Records provided START

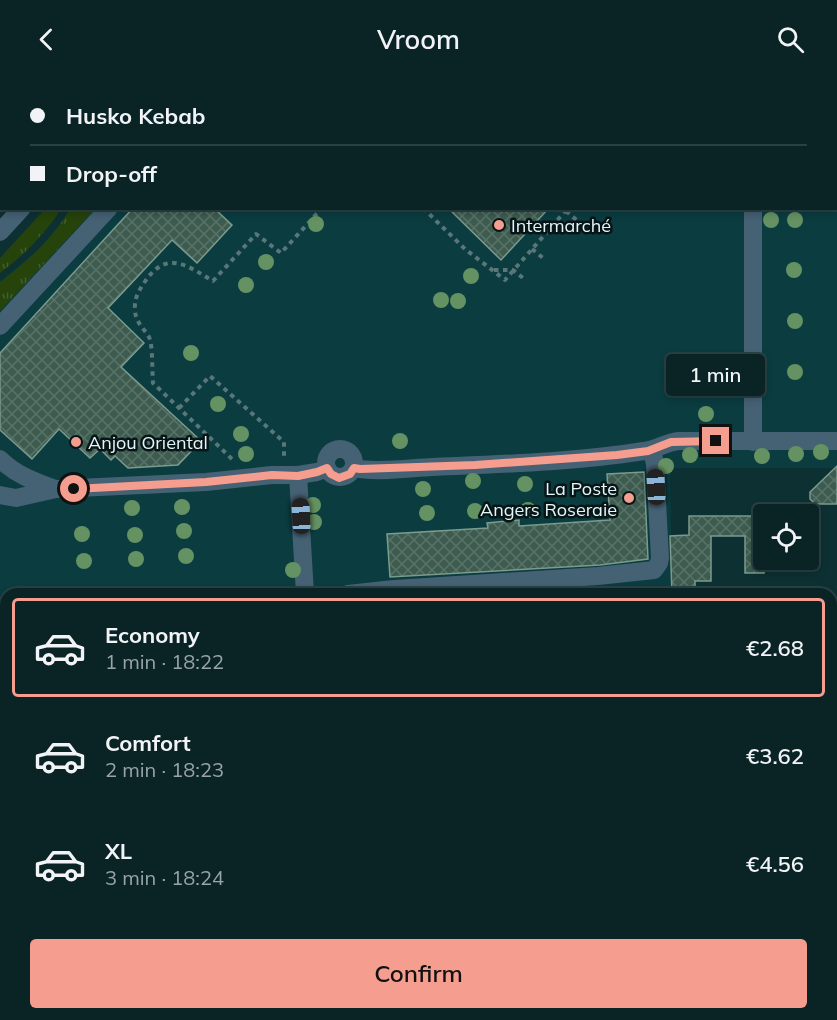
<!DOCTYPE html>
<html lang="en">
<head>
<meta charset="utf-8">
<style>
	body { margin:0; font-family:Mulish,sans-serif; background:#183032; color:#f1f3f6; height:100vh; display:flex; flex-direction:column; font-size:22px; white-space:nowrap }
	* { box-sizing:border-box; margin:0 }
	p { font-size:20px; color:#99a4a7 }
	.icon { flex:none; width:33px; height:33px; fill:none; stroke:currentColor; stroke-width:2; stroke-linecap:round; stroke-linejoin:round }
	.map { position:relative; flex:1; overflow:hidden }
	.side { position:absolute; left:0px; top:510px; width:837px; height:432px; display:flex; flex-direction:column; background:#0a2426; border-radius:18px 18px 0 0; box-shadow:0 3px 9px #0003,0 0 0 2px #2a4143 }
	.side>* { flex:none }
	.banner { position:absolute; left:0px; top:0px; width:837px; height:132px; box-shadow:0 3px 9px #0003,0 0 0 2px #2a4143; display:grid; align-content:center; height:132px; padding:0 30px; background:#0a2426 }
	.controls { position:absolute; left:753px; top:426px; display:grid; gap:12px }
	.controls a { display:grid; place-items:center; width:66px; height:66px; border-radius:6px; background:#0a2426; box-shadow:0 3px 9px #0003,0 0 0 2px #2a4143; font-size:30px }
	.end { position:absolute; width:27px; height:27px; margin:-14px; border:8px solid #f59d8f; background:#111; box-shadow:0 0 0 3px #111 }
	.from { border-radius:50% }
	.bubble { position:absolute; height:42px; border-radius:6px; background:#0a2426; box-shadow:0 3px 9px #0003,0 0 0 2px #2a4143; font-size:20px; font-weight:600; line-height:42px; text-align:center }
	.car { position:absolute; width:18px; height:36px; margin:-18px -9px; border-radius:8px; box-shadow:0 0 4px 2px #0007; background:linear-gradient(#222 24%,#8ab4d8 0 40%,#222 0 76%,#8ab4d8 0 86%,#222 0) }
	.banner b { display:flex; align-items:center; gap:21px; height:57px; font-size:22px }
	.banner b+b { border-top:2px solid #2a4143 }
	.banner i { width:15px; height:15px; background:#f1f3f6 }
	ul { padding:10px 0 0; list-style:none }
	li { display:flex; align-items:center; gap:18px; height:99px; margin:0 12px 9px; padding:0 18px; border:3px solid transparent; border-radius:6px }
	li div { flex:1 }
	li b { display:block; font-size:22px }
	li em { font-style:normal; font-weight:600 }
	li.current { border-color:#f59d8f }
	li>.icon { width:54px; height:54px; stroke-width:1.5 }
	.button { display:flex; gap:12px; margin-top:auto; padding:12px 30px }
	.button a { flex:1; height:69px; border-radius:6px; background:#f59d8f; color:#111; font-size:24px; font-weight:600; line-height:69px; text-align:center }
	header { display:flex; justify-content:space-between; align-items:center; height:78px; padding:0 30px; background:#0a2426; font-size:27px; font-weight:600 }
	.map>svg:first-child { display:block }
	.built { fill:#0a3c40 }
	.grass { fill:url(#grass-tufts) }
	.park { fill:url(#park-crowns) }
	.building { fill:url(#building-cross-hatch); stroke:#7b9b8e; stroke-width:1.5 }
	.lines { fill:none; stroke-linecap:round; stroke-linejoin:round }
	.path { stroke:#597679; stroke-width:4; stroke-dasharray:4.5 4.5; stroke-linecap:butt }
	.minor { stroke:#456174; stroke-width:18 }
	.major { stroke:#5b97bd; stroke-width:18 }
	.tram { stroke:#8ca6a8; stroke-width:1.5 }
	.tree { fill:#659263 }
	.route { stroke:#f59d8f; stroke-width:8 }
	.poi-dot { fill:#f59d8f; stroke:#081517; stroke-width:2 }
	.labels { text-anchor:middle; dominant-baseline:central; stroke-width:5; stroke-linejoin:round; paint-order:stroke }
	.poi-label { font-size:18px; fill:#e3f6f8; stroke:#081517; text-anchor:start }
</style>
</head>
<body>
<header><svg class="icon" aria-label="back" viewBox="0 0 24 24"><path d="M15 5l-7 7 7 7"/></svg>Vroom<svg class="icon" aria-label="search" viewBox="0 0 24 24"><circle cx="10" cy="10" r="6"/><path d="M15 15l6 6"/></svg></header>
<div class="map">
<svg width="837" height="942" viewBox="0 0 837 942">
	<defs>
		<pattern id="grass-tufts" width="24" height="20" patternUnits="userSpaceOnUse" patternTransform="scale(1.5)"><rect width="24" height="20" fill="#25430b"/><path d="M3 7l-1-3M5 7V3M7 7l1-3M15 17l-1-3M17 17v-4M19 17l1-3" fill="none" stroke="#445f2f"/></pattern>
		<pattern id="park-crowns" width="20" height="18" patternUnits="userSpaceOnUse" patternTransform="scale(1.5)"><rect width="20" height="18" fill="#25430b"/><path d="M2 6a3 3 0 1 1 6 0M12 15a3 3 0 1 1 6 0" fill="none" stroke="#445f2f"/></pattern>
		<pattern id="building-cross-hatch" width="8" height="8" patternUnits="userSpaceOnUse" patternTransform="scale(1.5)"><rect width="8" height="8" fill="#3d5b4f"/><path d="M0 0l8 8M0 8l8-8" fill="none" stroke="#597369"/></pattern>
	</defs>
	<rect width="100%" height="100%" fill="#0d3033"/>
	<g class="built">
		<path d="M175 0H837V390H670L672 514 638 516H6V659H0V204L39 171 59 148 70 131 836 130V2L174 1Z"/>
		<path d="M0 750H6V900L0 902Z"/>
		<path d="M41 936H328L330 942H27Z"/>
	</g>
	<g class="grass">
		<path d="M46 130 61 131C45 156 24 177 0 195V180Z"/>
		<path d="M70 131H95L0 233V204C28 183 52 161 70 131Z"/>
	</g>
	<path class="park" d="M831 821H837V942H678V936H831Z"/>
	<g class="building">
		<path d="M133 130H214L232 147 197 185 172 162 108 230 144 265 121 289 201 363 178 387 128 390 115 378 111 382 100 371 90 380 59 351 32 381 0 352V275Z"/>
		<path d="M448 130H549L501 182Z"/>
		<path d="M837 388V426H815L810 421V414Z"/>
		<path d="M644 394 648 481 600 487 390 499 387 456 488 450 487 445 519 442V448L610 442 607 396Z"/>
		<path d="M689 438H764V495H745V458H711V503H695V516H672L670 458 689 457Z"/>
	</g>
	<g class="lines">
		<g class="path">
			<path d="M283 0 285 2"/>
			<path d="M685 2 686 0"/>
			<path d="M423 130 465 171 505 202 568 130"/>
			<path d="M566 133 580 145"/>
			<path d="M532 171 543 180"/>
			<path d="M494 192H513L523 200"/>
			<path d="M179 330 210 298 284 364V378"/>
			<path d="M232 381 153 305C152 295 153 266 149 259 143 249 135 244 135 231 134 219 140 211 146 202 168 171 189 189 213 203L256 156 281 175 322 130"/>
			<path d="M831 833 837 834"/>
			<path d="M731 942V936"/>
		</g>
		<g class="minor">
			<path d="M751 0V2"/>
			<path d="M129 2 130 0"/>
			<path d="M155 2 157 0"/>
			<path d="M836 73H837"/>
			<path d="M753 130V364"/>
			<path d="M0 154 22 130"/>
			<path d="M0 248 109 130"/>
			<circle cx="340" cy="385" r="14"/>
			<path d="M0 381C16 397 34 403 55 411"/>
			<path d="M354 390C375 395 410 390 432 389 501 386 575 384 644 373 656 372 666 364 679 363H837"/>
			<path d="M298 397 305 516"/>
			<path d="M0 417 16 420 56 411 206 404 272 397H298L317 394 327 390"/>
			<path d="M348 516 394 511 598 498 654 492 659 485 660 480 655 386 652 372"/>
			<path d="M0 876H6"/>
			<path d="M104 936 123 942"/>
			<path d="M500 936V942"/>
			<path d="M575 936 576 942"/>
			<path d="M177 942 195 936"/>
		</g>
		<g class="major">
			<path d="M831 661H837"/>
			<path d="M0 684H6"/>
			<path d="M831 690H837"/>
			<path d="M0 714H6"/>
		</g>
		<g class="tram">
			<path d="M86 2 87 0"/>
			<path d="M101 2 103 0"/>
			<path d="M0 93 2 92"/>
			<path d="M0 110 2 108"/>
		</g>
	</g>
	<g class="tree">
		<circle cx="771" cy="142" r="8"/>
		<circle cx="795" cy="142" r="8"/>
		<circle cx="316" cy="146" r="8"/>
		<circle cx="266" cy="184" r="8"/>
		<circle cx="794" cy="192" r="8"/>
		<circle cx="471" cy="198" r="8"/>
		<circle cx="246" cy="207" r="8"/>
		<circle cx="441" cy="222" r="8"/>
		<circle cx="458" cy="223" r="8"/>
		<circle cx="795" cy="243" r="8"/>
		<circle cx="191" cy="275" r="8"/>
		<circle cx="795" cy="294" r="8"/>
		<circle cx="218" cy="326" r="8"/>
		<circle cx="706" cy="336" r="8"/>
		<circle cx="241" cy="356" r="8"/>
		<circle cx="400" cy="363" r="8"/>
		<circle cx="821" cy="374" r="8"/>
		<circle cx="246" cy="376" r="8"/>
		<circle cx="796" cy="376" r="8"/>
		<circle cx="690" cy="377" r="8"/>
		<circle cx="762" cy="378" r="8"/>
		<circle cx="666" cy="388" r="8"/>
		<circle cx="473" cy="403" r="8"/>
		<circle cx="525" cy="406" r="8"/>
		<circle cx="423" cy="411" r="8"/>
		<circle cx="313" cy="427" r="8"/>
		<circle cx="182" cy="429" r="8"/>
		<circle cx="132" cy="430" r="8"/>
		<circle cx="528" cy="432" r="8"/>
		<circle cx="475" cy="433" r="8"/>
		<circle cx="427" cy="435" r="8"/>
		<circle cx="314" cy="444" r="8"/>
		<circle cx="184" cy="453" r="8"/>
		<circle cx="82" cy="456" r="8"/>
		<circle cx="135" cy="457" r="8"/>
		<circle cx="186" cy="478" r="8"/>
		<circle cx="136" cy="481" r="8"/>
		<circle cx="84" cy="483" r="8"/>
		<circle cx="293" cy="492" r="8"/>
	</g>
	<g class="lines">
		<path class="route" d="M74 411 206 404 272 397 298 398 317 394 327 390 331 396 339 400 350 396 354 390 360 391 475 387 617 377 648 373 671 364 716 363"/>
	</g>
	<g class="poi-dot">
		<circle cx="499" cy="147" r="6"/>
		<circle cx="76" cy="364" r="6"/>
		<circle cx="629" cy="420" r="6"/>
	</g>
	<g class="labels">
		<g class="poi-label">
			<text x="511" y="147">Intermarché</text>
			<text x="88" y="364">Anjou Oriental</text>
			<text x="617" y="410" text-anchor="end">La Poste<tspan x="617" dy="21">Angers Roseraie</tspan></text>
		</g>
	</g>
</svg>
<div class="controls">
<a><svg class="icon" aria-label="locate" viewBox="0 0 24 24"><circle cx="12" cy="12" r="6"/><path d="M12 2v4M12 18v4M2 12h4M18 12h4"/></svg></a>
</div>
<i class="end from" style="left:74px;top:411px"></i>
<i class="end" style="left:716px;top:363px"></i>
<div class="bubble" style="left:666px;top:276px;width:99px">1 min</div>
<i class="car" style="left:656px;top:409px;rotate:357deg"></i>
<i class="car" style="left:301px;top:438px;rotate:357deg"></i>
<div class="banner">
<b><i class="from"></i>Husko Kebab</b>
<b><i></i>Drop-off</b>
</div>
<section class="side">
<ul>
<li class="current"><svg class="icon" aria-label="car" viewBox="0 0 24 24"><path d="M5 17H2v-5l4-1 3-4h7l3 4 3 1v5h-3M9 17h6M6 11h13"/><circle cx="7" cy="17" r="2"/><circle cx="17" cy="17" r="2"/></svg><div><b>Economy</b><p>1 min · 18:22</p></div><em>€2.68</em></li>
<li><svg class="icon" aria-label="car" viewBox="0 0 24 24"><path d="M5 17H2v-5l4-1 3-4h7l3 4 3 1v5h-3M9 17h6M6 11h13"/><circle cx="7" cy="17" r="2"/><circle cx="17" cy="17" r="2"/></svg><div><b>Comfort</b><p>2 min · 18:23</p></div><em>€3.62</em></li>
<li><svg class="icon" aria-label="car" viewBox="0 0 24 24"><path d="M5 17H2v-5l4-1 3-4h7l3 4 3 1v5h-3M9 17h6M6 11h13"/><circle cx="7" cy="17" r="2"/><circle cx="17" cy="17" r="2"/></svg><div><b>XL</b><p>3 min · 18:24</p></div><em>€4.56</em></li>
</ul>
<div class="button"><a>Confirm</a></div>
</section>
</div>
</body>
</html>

Records provided END
Records provided START

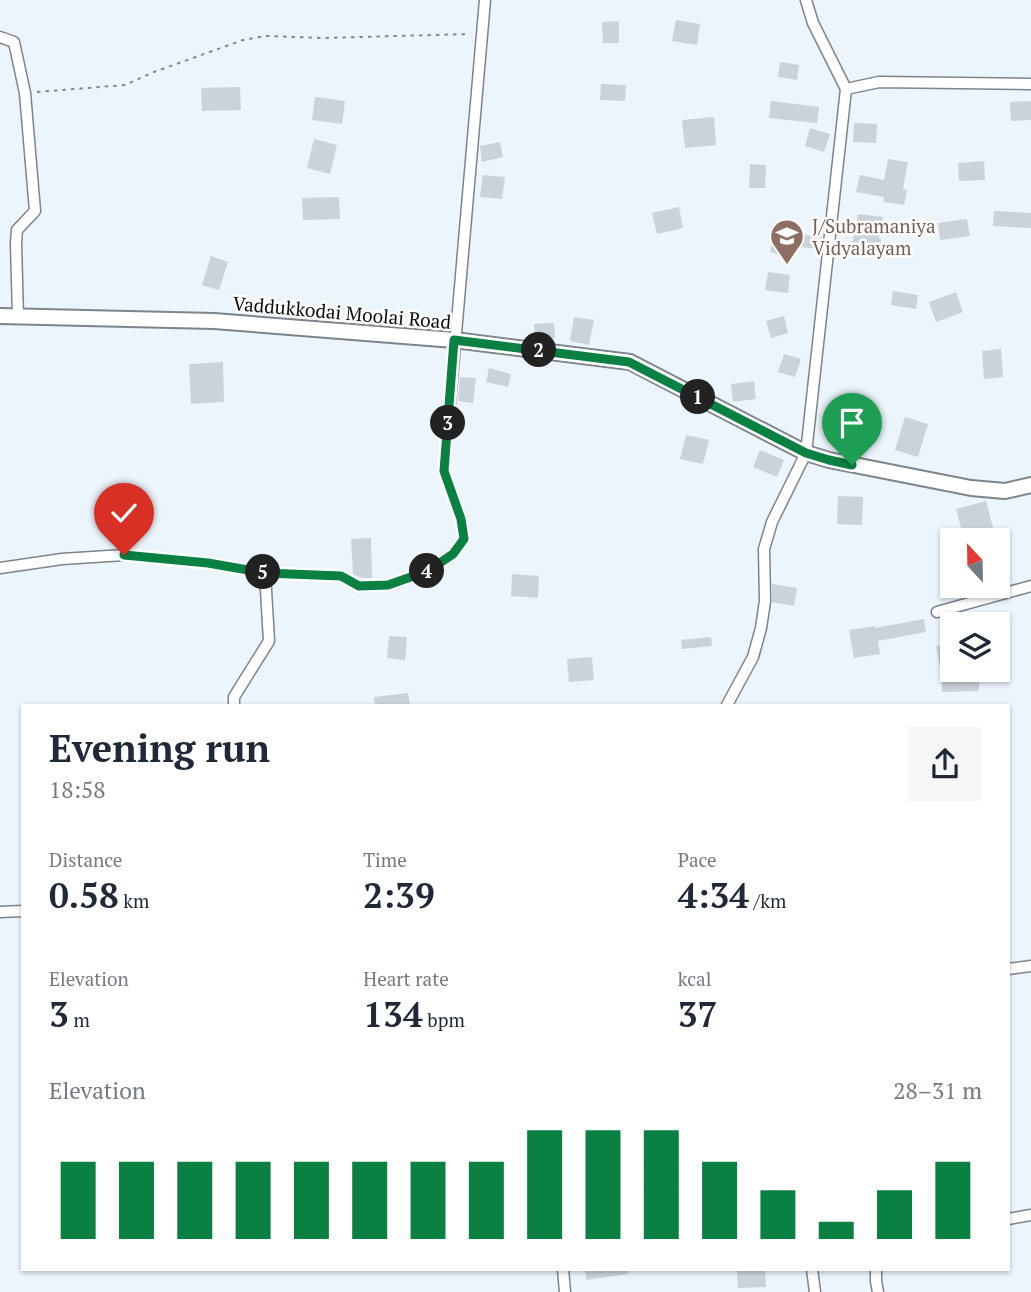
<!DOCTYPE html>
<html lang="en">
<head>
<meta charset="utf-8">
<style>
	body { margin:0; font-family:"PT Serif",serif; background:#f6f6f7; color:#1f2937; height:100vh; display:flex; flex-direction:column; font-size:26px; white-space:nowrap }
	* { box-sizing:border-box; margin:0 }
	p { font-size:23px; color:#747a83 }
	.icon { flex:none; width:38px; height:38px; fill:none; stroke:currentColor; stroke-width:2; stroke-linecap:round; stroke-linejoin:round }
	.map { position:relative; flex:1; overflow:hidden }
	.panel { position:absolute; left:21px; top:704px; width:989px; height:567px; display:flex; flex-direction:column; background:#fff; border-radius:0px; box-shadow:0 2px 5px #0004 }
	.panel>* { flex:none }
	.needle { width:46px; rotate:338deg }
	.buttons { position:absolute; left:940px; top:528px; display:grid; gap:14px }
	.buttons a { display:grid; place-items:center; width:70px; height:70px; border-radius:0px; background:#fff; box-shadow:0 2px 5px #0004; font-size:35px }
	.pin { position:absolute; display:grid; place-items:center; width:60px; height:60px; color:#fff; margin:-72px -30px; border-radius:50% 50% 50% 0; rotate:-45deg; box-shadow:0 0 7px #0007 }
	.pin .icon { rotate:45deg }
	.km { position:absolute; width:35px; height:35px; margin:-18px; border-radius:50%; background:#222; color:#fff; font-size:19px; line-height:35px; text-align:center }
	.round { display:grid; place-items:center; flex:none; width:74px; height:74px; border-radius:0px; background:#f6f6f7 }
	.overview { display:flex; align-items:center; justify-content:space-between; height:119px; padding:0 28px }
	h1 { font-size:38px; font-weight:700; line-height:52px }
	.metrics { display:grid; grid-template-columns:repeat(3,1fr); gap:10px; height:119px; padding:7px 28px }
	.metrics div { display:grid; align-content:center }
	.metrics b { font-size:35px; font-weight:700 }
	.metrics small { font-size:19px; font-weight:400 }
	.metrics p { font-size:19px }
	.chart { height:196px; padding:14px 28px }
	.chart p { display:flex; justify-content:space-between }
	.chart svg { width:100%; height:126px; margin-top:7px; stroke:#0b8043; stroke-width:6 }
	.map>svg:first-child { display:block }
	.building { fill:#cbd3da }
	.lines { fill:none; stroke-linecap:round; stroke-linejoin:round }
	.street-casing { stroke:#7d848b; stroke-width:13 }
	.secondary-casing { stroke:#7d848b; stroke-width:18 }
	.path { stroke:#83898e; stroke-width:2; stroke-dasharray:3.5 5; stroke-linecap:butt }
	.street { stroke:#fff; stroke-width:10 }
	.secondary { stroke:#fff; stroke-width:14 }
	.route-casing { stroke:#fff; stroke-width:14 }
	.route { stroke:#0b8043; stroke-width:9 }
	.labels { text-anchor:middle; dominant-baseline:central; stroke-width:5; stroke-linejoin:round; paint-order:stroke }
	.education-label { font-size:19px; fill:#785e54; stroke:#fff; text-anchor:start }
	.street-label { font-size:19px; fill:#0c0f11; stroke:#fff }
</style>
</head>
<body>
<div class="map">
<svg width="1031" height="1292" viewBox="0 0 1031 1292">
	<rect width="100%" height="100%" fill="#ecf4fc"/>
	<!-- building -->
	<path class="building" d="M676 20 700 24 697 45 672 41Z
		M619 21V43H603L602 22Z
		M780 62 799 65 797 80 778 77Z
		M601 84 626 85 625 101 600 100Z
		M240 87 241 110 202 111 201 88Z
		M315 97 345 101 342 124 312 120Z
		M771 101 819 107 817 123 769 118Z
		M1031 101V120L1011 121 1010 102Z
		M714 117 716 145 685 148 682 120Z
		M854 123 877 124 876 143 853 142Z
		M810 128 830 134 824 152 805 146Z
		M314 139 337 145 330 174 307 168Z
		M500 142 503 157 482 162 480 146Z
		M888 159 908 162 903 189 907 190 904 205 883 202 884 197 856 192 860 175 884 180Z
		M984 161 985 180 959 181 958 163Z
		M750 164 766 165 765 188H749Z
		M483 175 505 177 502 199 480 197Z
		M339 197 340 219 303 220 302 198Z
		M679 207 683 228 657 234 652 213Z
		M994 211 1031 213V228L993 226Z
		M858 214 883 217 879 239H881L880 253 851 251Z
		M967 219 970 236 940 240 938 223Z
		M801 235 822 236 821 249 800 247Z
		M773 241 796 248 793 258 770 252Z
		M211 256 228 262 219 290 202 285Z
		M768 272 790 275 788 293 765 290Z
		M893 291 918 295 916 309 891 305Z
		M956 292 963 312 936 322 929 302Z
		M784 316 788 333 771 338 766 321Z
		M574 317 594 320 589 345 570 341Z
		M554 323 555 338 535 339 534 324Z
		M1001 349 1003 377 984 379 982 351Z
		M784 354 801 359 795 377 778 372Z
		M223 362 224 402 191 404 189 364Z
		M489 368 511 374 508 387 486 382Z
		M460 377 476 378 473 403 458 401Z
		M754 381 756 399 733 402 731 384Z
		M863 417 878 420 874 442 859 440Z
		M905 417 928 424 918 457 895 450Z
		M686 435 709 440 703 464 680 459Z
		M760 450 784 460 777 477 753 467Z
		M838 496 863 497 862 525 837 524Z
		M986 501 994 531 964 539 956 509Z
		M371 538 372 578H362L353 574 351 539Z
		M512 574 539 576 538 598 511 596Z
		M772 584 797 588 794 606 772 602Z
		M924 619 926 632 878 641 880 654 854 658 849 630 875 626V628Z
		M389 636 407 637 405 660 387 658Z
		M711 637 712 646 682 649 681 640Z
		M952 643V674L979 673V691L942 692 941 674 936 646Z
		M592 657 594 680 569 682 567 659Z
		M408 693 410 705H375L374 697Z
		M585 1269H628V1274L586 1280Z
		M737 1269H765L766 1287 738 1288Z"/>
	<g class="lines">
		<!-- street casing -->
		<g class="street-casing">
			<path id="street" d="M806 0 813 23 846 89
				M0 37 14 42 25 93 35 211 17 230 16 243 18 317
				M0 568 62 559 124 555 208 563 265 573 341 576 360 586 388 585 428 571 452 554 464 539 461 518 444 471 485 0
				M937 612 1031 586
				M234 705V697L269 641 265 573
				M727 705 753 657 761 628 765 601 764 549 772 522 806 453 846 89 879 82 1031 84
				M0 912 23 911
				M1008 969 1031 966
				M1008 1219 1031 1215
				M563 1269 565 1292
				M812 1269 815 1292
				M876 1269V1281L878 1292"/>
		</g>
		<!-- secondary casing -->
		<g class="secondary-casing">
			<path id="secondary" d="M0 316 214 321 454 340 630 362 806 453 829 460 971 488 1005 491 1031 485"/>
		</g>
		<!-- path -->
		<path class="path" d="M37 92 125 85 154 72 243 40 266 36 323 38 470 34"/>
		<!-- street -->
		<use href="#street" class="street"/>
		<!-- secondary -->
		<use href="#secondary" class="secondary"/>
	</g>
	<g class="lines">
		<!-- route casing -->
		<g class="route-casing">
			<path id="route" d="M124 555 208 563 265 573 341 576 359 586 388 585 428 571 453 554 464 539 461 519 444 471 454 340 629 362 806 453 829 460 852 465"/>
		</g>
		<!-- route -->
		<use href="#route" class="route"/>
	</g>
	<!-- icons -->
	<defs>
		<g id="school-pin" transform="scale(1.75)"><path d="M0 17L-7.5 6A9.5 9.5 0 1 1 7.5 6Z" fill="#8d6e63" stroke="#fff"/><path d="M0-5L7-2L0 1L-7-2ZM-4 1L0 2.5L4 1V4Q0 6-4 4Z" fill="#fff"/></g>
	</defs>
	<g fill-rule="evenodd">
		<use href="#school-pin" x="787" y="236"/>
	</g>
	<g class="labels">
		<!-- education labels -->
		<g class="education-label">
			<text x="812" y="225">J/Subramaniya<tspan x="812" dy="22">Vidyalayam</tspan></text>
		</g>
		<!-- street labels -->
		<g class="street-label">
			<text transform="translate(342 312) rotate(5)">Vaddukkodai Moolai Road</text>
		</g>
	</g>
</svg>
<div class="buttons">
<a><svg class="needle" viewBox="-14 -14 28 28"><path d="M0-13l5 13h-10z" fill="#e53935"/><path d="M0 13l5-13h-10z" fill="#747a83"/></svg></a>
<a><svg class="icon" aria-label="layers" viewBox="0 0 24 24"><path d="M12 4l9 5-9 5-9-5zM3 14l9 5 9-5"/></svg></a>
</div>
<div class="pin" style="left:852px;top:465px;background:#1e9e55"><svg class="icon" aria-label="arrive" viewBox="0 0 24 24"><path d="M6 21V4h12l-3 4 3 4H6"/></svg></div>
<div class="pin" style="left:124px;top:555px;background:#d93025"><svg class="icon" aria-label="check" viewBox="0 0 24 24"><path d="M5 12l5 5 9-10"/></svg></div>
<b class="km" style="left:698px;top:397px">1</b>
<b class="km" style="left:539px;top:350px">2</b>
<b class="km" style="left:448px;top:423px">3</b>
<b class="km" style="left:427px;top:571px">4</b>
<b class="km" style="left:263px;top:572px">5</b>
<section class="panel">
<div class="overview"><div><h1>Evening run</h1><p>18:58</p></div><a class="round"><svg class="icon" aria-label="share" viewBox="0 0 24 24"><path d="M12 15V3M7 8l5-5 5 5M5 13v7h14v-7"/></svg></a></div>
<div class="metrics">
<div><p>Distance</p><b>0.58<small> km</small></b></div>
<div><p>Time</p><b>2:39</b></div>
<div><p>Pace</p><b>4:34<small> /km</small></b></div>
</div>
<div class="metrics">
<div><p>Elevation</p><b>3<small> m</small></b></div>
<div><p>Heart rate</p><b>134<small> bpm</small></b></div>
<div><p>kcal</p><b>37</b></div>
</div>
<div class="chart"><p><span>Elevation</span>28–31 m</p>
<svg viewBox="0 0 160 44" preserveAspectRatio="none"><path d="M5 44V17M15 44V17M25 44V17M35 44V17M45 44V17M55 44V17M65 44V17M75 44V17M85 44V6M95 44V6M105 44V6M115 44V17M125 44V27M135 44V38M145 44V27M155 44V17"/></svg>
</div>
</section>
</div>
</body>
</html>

Records provided END

When a line of the records holds the word "linecap", copy that line.

## Exercise answer
	.icon { flex:none; width:33px; height:33px; fill:none; stroke:currentColor; stroke-width:2; stroke-linecap:round; stroke-linejoin:round }
	.lines { fill:none; stroke-linecap:round; stroke-linejoin:round }
	.path { stroke:#597679; stroke-width:4; stroke-dasharray:4.5 4.5; stroke-linecap:butt }
	.icon { flex:none; width:38px; height:38px; fill:none; stroke:currentColor; stroke-width:2; stroke-linecap:round; stroke-linejoin:round }
	.lines { fill:none; stroke-linecap:round; stroke-linejoin:round }
	.path { stroke:#83898e; stroke-width:2; stroke-dasharray:3.5 5; stroke-linecap:butt }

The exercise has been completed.